# AVAILABLE DATA
== Segment start ==

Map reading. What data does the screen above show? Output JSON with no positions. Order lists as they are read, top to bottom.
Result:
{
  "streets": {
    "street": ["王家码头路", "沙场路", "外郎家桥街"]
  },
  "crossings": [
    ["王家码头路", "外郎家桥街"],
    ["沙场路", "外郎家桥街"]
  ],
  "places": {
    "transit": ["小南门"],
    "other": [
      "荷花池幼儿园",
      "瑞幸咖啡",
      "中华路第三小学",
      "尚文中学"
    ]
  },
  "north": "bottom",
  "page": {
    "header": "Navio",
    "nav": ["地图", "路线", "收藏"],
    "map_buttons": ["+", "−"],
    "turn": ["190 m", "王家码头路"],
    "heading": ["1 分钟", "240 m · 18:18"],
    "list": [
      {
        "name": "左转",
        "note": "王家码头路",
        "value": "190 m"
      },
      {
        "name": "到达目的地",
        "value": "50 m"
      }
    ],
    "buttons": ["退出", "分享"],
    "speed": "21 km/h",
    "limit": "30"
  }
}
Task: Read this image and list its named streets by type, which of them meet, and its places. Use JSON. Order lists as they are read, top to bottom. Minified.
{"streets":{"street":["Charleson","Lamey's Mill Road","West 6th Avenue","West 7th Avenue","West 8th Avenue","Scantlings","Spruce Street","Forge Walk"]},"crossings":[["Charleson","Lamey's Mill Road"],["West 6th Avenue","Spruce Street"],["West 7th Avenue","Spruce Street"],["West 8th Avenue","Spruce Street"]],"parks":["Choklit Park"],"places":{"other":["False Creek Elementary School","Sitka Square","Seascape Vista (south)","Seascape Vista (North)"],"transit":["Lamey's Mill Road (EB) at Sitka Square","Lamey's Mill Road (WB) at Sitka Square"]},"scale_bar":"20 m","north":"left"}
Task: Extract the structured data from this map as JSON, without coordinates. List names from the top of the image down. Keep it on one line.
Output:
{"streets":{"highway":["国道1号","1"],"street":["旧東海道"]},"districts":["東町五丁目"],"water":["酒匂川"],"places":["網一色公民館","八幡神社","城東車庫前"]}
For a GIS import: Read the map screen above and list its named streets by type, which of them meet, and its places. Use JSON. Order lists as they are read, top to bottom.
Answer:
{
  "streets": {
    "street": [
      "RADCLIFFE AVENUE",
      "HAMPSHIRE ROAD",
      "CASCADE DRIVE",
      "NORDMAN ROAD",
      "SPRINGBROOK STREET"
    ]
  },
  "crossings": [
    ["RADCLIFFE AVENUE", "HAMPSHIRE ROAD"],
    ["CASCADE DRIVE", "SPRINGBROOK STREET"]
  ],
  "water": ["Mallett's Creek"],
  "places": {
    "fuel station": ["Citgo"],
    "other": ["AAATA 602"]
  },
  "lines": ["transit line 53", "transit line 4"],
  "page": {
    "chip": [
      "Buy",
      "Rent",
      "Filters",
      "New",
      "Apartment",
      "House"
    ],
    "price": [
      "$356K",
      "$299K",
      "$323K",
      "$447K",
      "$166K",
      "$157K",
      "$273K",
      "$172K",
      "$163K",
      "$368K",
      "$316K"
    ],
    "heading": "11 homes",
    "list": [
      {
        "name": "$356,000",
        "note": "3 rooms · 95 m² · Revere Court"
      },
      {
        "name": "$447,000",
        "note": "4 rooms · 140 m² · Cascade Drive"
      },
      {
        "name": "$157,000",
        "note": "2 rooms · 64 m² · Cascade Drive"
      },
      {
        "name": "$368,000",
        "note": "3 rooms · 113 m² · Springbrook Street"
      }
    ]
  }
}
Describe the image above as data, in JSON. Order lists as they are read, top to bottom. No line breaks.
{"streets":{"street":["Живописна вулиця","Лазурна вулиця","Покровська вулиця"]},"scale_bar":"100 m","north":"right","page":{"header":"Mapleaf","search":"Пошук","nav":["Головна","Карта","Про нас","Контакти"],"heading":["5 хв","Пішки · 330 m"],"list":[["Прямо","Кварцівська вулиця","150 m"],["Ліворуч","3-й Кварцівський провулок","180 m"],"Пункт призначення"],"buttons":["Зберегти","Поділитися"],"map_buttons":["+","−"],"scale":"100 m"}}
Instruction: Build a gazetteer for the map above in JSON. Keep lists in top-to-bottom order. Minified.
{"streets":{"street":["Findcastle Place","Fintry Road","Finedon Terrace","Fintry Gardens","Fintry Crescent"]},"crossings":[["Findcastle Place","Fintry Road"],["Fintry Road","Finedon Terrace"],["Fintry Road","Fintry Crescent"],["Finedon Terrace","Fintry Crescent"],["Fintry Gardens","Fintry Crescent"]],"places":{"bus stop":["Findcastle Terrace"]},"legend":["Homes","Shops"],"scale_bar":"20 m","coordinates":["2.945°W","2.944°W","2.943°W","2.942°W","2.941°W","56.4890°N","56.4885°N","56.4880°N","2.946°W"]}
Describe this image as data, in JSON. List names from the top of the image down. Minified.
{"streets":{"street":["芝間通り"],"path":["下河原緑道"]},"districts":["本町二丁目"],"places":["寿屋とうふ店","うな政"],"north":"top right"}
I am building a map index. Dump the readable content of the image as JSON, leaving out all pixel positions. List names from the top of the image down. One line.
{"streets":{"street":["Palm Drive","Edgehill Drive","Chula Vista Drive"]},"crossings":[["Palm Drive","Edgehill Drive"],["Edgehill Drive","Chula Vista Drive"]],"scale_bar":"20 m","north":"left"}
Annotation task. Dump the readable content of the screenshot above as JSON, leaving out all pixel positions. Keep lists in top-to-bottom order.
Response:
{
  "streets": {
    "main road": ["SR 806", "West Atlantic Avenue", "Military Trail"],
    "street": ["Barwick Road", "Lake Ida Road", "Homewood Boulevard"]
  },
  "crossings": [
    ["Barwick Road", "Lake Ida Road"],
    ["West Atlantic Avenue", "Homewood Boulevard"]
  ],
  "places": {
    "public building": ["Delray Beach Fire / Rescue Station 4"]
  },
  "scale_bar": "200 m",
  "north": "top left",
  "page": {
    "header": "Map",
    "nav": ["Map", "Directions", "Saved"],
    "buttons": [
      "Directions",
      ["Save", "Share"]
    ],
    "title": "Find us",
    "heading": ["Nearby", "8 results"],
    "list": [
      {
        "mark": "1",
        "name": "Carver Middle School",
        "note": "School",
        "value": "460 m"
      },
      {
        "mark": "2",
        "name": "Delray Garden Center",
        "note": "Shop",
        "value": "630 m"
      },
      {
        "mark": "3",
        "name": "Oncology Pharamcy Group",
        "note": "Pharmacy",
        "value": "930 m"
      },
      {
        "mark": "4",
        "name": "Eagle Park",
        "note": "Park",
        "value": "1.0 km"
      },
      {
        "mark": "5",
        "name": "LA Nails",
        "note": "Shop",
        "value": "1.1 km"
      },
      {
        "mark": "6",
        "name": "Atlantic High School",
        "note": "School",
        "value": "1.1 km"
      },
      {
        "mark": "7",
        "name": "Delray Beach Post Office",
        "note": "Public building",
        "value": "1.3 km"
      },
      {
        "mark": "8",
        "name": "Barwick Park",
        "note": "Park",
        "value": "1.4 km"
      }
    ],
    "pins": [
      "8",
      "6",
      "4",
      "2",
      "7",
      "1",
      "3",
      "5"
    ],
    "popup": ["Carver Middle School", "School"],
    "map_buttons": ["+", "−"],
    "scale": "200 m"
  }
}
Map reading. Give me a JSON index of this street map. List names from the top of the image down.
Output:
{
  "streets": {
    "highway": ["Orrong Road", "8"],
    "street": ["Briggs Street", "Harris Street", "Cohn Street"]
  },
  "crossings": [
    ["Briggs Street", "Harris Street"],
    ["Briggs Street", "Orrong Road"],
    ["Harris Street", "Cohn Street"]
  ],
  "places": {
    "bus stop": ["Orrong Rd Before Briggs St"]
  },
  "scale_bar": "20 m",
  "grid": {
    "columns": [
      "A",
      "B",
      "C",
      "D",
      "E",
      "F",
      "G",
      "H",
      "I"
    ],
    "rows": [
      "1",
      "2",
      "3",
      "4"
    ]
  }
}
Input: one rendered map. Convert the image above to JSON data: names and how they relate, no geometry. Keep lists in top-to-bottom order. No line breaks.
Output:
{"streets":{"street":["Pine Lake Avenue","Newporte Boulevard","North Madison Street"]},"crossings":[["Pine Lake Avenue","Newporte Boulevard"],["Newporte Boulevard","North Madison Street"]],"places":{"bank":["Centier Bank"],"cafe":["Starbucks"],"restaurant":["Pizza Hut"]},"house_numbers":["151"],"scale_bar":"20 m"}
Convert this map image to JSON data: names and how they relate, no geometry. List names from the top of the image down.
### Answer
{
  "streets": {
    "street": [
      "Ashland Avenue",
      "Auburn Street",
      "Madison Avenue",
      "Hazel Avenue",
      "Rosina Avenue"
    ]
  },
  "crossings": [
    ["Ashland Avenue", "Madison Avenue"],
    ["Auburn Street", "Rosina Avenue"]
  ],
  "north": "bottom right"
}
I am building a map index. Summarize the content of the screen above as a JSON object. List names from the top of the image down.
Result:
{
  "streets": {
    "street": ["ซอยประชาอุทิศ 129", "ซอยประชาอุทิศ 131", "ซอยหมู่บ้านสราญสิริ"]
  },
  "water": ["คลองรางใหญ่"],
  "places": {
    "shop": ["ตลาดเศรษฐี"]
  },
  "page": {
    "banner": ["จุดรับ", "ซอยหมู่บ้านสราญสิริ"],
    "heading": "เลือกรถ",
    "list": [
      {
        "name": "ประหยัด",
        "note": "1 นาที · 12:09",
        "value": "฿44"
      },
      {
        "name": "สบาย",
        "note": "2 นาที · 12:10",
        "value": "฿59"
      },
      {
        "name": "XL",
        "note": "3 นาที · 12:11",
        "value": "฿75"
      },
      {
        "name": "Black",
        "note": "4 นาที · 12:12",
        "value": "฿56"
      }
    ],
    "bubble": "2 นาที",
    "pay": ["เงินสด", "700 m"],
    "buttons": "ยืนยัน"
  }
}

== Segment end ==

# TASK INSTRUCTIONS
When copying the data above, please keep exactly the lines from its first line through the line with "For a GIS import: Read", both ends included, and drop the rest.

# WRITTEN ANSWER
Map reading. What data does the screen above show? Output JSON with no positions. Order lists as they are read, top to bottom.
Result:
{
  "streets": {
    "street": ["王家码头路", "沙场路", "外郎家桥街"]
  },
  "crossings": [
    ["王家码头路", "外郎家桥街"],
    ["沙场路", "外郎家桥街"]
  ],
  "places": {
    "transit": ["小南门"],
    "other": [
      "荷花池幼儿园",
      "瑞幸咖啡",
      "中华路第三小学",
      "尚文中学"
    ]
  },
  "north": "bottom",
  "page": {
    "header": "Navio",
    "nav": ["地图", "路线", "收藏"],
    "map_buttons": ["+", "−"],
    "turn": ["190 m", "王家码头路"],
    "heading": ["1 分钟", "240 m · 18:18"],
    "list": [
      {
        "name": "左转",
        "note": "王家码头路",
        "value": "190 m"
      },
      {
        "name": "到达目的地",
        "value": "50 m"
      }
    ],
    "buttons": ["退出", "分享"],
    "speed": "21 km/h",
    "limit": "30"
  }
}
Task: Read this image and list its named streets by type, which of them meet, and its places. Use JSON. Order lists as they are read, top to bottom. Minified.
{"streets":{"street":["Charleson","Lamey's Mill Road","West 6th Avenue","West 7th Avenue","West 8th Avenue","Scantlings","Spruce Street","Forge Walk"]},"crossings":[["Charleson","Lamey's Mill Road"],["West 6th Avenue","Spruce Street"],["West 7th Avenue","Spruce Street"],["West 8th Avenue","Spruce Street"]],"parks":["Choklit Park"],"places":{"other":["False Creek Elementary School","Sitka Square","Seascape Vista (south)","Seascape Vista (North)"],"transit":["Lamey's Mill Road (EB) at Sitka Square","Lamey's Mill Road (WB) at Sitka Square"]},"scale_bar":"20 m","north":"left"}
Task: Extract the structured data from this map as JSON, without coordinates. List names from the top of the image down. Keep it on one line.
Output:
{"streets":{"highway":["国道1号","1"],"street":["旧東海道"]},"districts":["東町五丁目"],"water":["酒匂川"],"places":["網一色公民館","八幡神社","城東車庫前"]}
For a GIS import: Read the map screen above and list its named streets by type, which of them meet, and its places. Use JSON. Order lists as they are read, top to bottom.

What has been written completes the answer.